* Material for this exercise
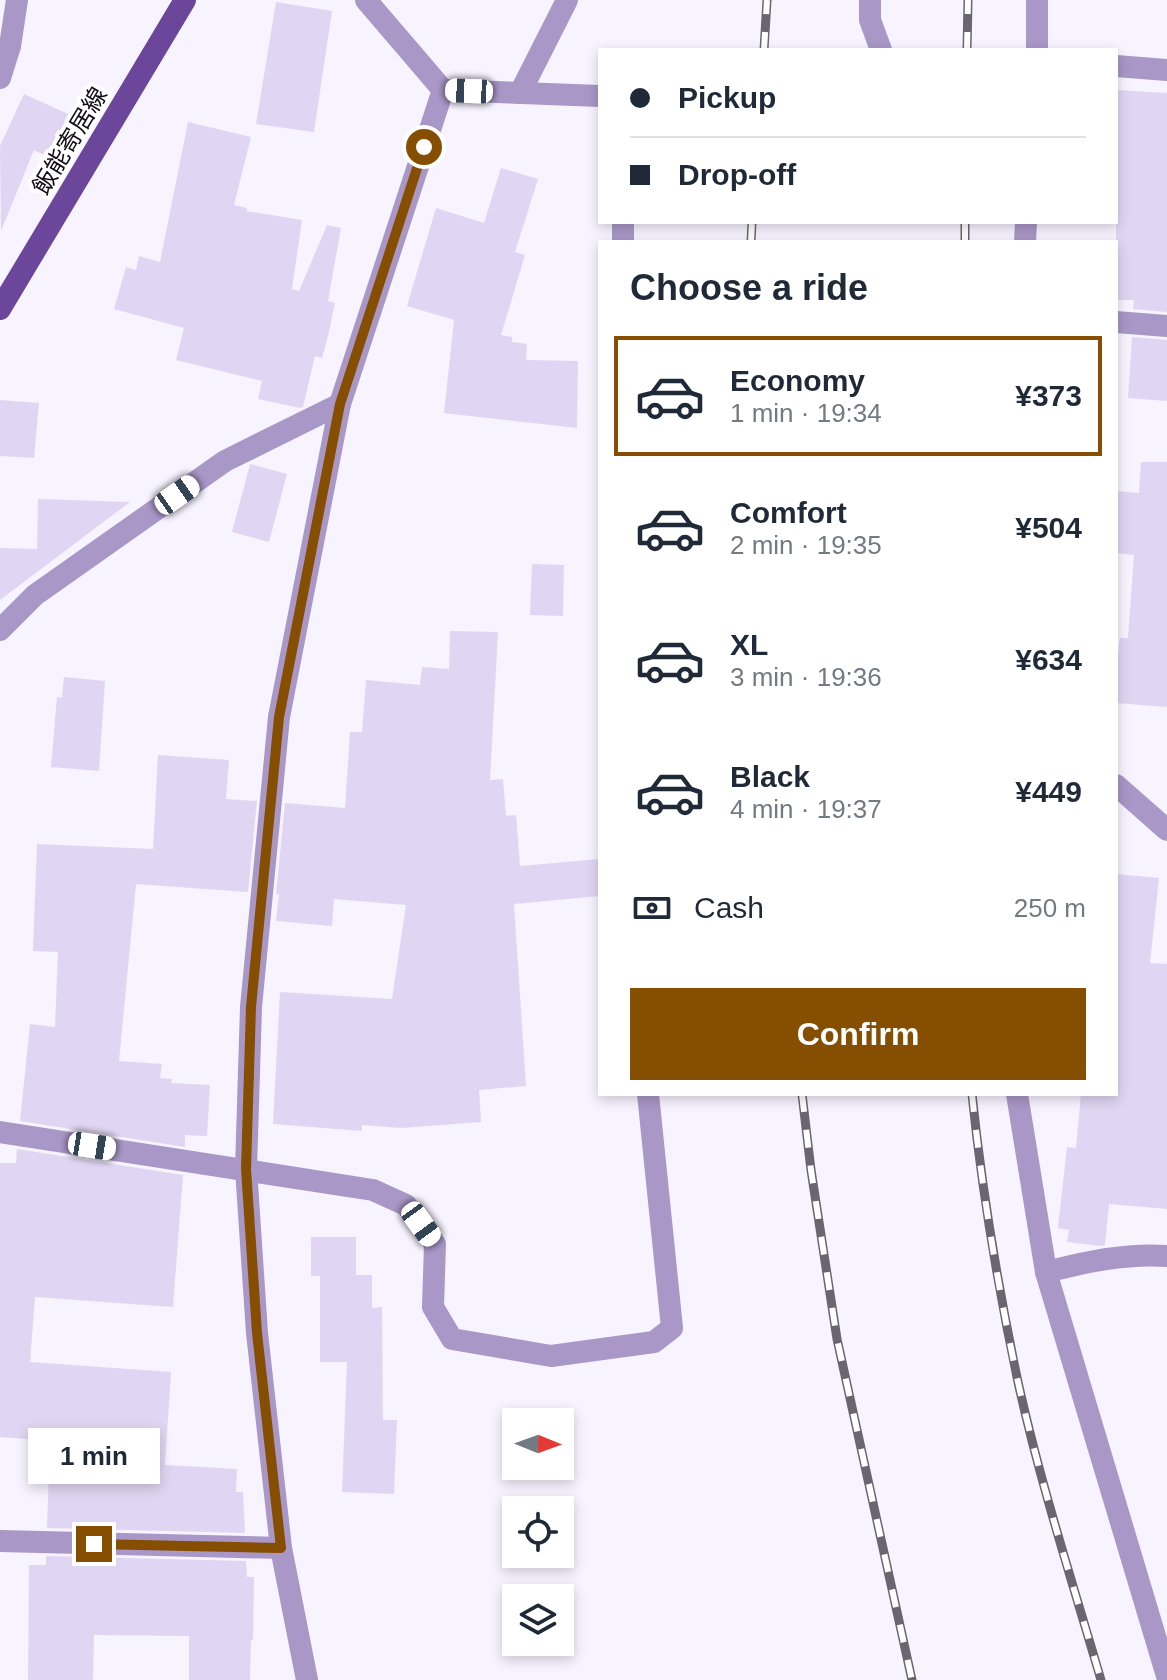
<!DOCTYPE html>
<meta charset="utf-8">
<style>
:root{--surface:#fff;--page:#f6f6f7;--text:#1f2937;--muted:#747a83;--line:#e0e1e3;--accent:#864e01}
body{margin:0;font-family:Helvetica,"Noto Sans JP",sans-serif;background:var(--page);color:var(--text);height:100vh;display:flex;flex-direction:column;font-size:30px;white-space:nowrap}
*{box-sizing:border-box;margin:0}
p{font-size:26px;color:var(--muted)}
.icon{flex:none;width:44px;height:44px;fill:none;stroke:currentColor;stroke-width:2;stroke-linecap:round;stroke-linejoin:round}
.map{position:relative;flex:1;overflow:hidden}
.details{position:absolute;left:598px;top:240px;width:520px;height:856px;display:flex;flex-direction:column;background:var(--surface);border-radius:0px;box-shadow:0 4px 12px #0003}
.details>*{flex:none}
.top-card{position:absolute;left:598px;top:48px;width:520px;height:176px;border-radius:0px;box-shadow:0 4px 12px #0003;display:grid;align-content:center;height:176px;padding:0 32px;background:var(--surface)}
.needle{width:52px;rotate:91deg}
.fabs{position:absolute;left:502px;top:1408px;display:grid;gap:16px}
.fabs a{display:grid;place-items:center;width:72px;height:72px;border-radius:0px;background:var(--surface);box-shadow:0 4px 12px #0003;font-size:40px}
.end{position:absolute;width:36px;height:36px;margin:-18px;border:10px solid #864e01;background:#fff;box-shadow:0 0 0 4px #fff}
.from{border-radius:50%}
.bubble{position:absolute;height:56px;border-radius:0px;background:var(--surface);box-shadow:0 4px 12px #0003;font-size:26px;font-weight:600;line-height:56px;text-align:center}
.car{position:absolute;width:24px;height:48px;margin:-24px -12px;border-radius:10px;box-shadow:0 0 6px 2px #0007;background:linear-gradient(#fff 24%,#345 0 40%,#fff 0 76%,#345 0 86%,#fff 0)}
.top-card b{display:flex;align-items:center;gap:28px;height:76px;font-size:30px}
.top-card b+b{border-top:2px solid var(--line)}
.top-card i{width:20px;height:20px;background:var(--text)}
ul{padding:0;list-style:none}
li{display:flex;align-items:center;gap:24px;height:120px;margin:0 16px 12px;padding:0 16px;border:4px solid transparent;border-radius:0px}
li div{flex:1}
li b{display:block;font-size:30px}
li em{font-style:normal;font-weight:600}
li.on{border-color:var(--accent)}
li>.icon{width:72px;height:72px;stroke-width:1.5}
h2{padding:0 32px;font-size:36px;line-height:96px}
.pay{display:flex;align-items:center;gap:20px;height:88px;padding:0 32px;font-size:30px}
.pay p{margin-inline-start:auto}
.cta{display:flex;gap:16px;margin-top:auto;padding:16px 32px}
.cta a{flex:1;height:92px;border-radius:0px;background:var(--accent);color:#fff;font-size:32px;font-weight:600;line-height:92px;text-align:center}
.map>svg:first-child{display:block}
</style>
<div class="map">
<svg width="1167" height="1680" viewBox="0 0 1167 1680">
<rect width="100%" height="100%" fill="#f7f3ff"/>
<g fill="#e0d6f3">
<polygon points="276,2 332,11 314,132 256,124"/>
<polygon points="1116,90 1167,93 1167,312 1133,309 1134,300 1116,300"/>
<polygon points="24,94 77,118 57,161 34,150 1,231 0,146"/>
<polygon points="188,122 251,137 234,205 247,208 246,211 302,220 292,289 299,291 327,225 341,228 328,301 335,303 328,336 322,358 315,356 303,407 300,408 258,399 262,381 176,360 184,328 114,309 126,267 136,270 139,256 160,262"/>
<polygon points="501,168 538,179 515,252 525,255 501,335 512,337 512,342 527,344 526,360 578,361 577,428 444,413 454,320 407,306 436,208 484,223"/>
<polygon points="1132,337 1167,340 1167,401 1128,398"/>
<polygon points="0,400 39,403 34,458 0,456"/>
<polygon points="1141,462 1167,462 1167,707 1116,703 1116,655 1118,655 1120,638 1128,638 1134,555 1116,553 1116,491 1139,493"/>
<polygon points="250,464 287,474 269,542 232,532"/>
<polygon points="38,499 130,502 0,600 0,548 37,549"/>
<polygon points="532,564 564,565 563,616 530,615"/>
<polygon points="450,631 498,632 490,780 503,779 506,816 516,815 520,866 600,859 600,896 514,904 526,1086 479,1090 481,1122 401,1128 362,1125 362,1131 273,1124 280,992 392,999 406,905 334,899 332,926 276,921 279,894 276,894 285,803 345,808 350,732 362,732 366,680 420,685 422,667 449,669"/>
<polygon points="64,677 105,681 99,771 51,767 57,697 62,698"/>
<polygon points="158,755 229,760 226,799 257,801 248,892 136,884 119,1061 162,1064 160,1078 172,1079 171,1083 210,1085 207,1136 185,1135 185,1147 20,1121 30,1024 55,1027 58,952 33,951 37,844 153,849"/>
<polygon points="1116,874 1159,878 1150,963 1167,964 1167,1209 1109,1204 1105,1245 1100,1246 1067,1242 1069,1230 1058,1228 1067,1147 1076,1148 1081,1094 1116,1094"/>
<polygon points="17,1149 183,1175 173,1307 35,1297 30,1362 171,1372 165,1465 237,1469 236,1492 243,1492 245,1533 47,1528 50,1441 0,1437 0,1163 16,1163"/>
<polygon points="311,1237 356,1237 356,1275 372,1275 372,1308 382,1307 383,1420 397,1420 394,1494 342,1492 347,1362 320,1362 320,1276 311,1276"/>
<polygon points="46,1556 246,1561 247,1577 254,1577 253,1640 251,1640 250,1680 189,1680 189,1636 94,1635 93,1680 28,1680 29,1565 46,1565"/>
</g>
<g fill="none" stroke-linecap="round" stroke-linejoin="round">
<g stroke="#a997c7" stroke-width="22">
<polyline points="0,78 10,46"/>
<polyline points="520,93 567,0"/>
<polyline points="623,242 623,222"/>
<polyline points="1116,322 1167,326"/>
<polyline points="0,1132 373,1190 406,1205 435,1244 433,1307 452,1339 551,1356 654,1342 672,1328 648,1094"/>
<path d="M1046 1272C1086 1262 1125 1253 1167 1256"/>
<polyline points="0,1541 281,1548"/>
</g>
<g stroke="#a997c7" stroke-width="22">
<polyline points="870,0 870,20 881,50"/>
<polyline points="10,46 17,0"/>
<polyline points="1037,50 1037,0"/>
<polyline points="1116,66 1167,70"/>
<polyline points="443,90 600,96"/>
<polyline points="1025,242 1026,222"/>
<polyline points="0,630 35,595 225,461 340,404"/>
<polyline points="1116,785 1167,830"/>
<polyline points="1017,1094 1046,1272 1167,1676"/>
<polyline points="307,1680 281,1548 257,1333 246,1169 251,1007 279,717 340,404 443,90 366,0"/>
</g>
<polyline stroke="#6b469b" stroke-width="22" points="0,309 185,0"/>
<defs>
<g id="rail">
<polyline points="764,50 767,0"/>
<polyline points="967,50 968,0"/>
<polyline points="751,242 752,222"/>
<polyline points="965,242 965,222"/>
<polyline points="802,1094 811,1170 837,1339 912,1680"/>
<path d="M972 1094C982 1191 998 1287 1018 1382 1040 1482 1072 1581 1101 1680"/>
</g>
</defs>
<use href="#rail" stroke="#6a6671" stroke-width="9"/>
<use href="#rail" stroke="#fff" stroke-width="6" stroke-dasharray="18" stroke-linecap="butt"/>
</g>
<g fill="none" stroke-linecap="round" stroke-linejoin="round">
<polyline stroke="#864e01" stroke-width="10" points="94,1544 281,1548 257,1333 246,1169 251,1007 279,717 340,404 424,147"/>
</g>
<g text-anchor="middle" stroke-width="8" stroke-linejoin="round" paint-order="stroke">
<g font-size="24" fill="#110d17" stroke="#fff">
<text transform="translate(70 141) rotate(-59)" y="8">飯能寄居線</text>
</g>
</g>
</svg>
<div class="fabs">
<a><svg class="needle" viewBox="-14 -14 28 28"><path d="M0-13l5 13h-10z" fill="#e53935"/><path d="M0 13l5-13h-10z" fill="#747a83"/></svg></a>
<a><svg class="icon" aria-label="locate" viewBox="0 0 24 24"><circle cx="12" cy="12" r="6"/><path d="M12 2v4M12 18v4M2 12h4M18 12h4"/></svg></a>
<a><svg class="icon" aria-label="layers" viewBox="0 0 24 24"><path d="M12 4l9 5-9 5-9-5zM3 14l9 5 9-5"/></svg></a>
</div>
<i class="end from" style="left:424px;top:147px"></i>
<i class="end" style="left:94px;top:1544px"></i>
<div class="bubble" style="left:28px;top:1428px;width:132px">1 min</div>
<i class="car" style="left:469px;top:91px;rotate:272deg"></i>
<i class="car" style="left:177px;top:495px;rotate:55deg"></i>
<i class="car" style="left:92px;top:1146px;rotate:99deg"></i>
<i class="car" style="left:421px;top:1224px;rotate:144deg"></i>
<div class="top-card">
<b><i class="from"></i>Pickup</b>
<b><i></i>Drop-off</b>
</div>
<section class="details">
<h2>Choose a ride</h2>
<ul>
<li class="on"><svg class="icon" aria-label="car" viewBox="0 0 24 24"><path d="M5 17H2v-5l4-1 3-4h7l3 4 3 1v5h-3M9 17h6M6 11h13"/><circle cx="7" cy="17" r="2"/><circle cx="17" cy="17" r="2"/></svg><div><b>Economy</b><p>1 min · 19:34</p></div><em>¥373</em></li>
<li><svg class="icon" aria-label="car" viewBox="0 0 24 24"><path d="M5 17H2v-5l4-1 3-4h7l3 4 3 1v5h-3M9 17h6M6 11h13"/><circle cx="7" cy="17" r="2"/><circle cx="17" cy="17" r="2"/></svg><div><b>Comfort</b><p>2 min · 19:35</p></div><em>¥504</em></li>
<li><svg class="icon" aria-label="car" viewBox="0 0 24 24"><path d="M5 17H2v-5l4-1 3-4h7l3 4 3 1v5h-3M9 17h6M6 11h13"/><circle cx="7" cy="17" r="2"/><circle cx="17" cy="17" r="2"/></svg><div><b>XL</b><p>3 min · 19:36</p></div><em>¥634</em></li>
<li><svg class="icon" aria-label="car" viewBox="0 0 24 24"><path d="M5 17H2v-5l4-1 3-4h7l3 4 3 1v5h-3M9 17h6M6 11h13"/><circle cx="7" cy="17" r="2"/><circle cx="17" cy="17" r="2"/></svg><div><b>Black</b><p>4 min · 19:37</p></div><em>¥449</em></li>
</ul>
<div class="pay"><svg class="icon" aria-label="cash" viewBox="0 0 24 24"><path d="M3 7h18v10H3z"/><circle cx="12" cy="12" r="2"/></svg>Cash<p>250 m</p></div>
<div class="cta"><a>Confirm</a></div>
</section>
</div>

* What you will do
The answer is a count and nothing more: lines above that contain "items".

* Exercise answer
4